We will now create a prompt with two parts: the first, instructions to an LLM asking it to take the contents of our idea.md file and ask us yes/no style questions, so we can come up with a detailed specification for software development. Second, the contents of the idea.md file. This brilliant approach is documented by Harper Reed on his blog, and I highly recommend you read it yourself. We will be using his prompts verbatim.
To create the spec.md file, I used 4o with the following prompt:
Ask me one question at a time so we can develop a thorough, step-by-step spec for this idea. Each question should build on my previous answers, and our end goal is to have a detailed specification I can hand off to a developer. Let’s do this iteratively and dig into every relevant detail. Remember, only one question at a time.
Here’s the idea: <contents of idea.md>
4o then proceeds to ask me various questions:
I answered about 50 questions, which I felt addressed blind spots in my thinking, which were documented in idea.md. After ~50 questions, I could see that the questions started getting to a hair-splitting level and they no longer fell into my “reasonable ambiguity” category any more. This is when I issued the following prompt, asking 4o to create a spec.md for me based on our conversation so far.
Now that we’ve wrapped up the brainstorming process, can you compile our findings into a comprehensive, developer-ready specification? Include all relevant requirements, architecture choices, data handling details, error handling strategies, and a testing plan so a developer can immediately begin implementation.
It came up with this, which I saved as spec.md:
Rubberduck: Developer Specification
Overview Rubberduck is a local LLM caching reverse proxy server designed to emulate major LLM providers such as OpenAI, Anthropic, Azure OpenAI, AWS Bedrock, and Google Vertex AI. It provides caching, failure simulation, rate limiting, per-user proxy instances, and detailed logging.
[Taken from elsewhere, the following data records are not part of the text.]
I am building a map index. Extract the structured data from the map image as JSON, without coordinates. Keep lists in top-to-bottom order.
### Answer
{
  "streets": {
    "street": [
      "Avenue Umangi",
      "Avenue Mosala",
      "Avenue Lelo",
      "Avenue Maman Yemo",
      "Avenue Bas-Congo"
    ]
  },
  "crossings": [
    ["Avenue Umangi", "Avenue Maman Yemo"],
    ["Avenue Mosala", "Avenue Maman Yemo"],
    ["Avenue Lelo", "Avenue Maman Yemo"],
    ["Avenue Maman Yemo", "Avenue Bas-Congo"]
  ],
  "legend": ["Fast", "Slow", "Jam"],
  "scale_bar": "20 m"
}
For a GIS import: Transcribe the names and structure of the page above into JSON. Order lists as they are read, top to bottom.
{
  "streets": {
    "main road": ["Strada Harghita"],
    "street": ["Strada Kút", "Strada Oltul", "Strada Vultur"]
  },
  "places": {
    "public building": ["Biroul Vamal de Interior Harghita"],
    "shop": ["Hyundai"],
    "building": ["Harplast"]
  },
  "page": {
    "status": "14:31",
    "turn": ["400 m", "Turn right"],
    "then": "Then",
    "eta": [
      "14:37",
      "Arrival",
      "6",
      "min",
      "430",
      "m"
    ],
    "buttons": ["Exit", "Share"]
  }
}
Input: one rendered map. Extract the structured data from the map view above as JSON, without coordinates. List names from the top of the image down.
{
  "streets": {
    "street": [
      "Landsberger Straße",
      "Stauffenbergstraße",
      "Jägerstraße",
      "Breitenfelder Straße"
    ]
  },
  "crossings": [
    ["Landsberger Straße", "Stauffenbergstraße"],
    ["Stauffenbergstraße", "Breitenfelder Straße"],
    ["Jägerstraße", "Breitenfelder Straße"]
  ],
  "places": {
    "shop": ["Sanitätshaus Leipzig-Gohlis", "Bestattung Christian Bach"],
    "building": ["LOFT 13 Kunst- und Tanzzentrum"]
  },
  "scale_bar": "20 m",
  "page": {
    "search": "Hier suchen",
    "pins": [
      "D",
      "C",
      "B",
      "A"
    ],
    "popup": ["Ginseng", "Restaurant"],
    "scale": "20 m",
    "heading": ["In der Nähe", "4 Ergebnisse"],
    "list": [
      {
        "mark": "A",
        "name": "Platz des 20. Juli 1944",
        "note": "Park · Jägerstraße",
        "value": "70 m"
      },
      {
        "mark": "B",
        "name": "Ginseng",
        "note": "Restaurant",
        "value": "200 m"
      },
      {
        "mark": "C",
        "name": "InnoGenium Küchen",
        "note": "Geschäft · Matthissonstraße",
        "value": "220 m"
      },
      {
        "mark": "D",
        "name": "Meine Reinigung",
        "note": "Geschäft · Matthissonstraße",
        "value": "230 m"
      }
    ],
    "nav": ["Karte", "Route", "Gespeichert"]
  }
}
Architecture - Backend: Python + FastAPI - Frontend: React + Shadcn UI - Database: SQLite - Authentication: FastAPI Users (email/password + social login via Google/GitHub) - LLM Provider Modules: Modular Python files in providers/, auto-registered - Proxy Binding: One proxy per thread, bound to a unique host port
Features
Caching - Only successful responses from upstream LLMs are cached - Cache key: hash of the normalized (sorted JSON) request body - Manual invalidation only, via UI, scoped to a single proxy instance - Cache does not interfere with upstream provider's caching headers
LLM Emulation - Emulates real request/response behavior: headers, status codes, and error formats - Passes through Authorization headers without validation - All request parameters are client-controlled - No prompt/response bodies are stored in logs
Failure Simulation - Configurable per proxy - Types: - Timeouts: Fixed delay or indefinite hang (user-defined) - Error injection: Selectable error codes (e.g., 429, 500, 400) with individual failure rates - IP allow/block list: Exact IPs, CIDR ranges, and wildcards - Rate limiting: Requests per minute (RPM) - Failures override request forwarding; failed responses are not cached
Rate Limiting - Configurable RPM per proxy instance - On limit exceeded: proxy mimics upstream LLM behavior (usually HTTP 429)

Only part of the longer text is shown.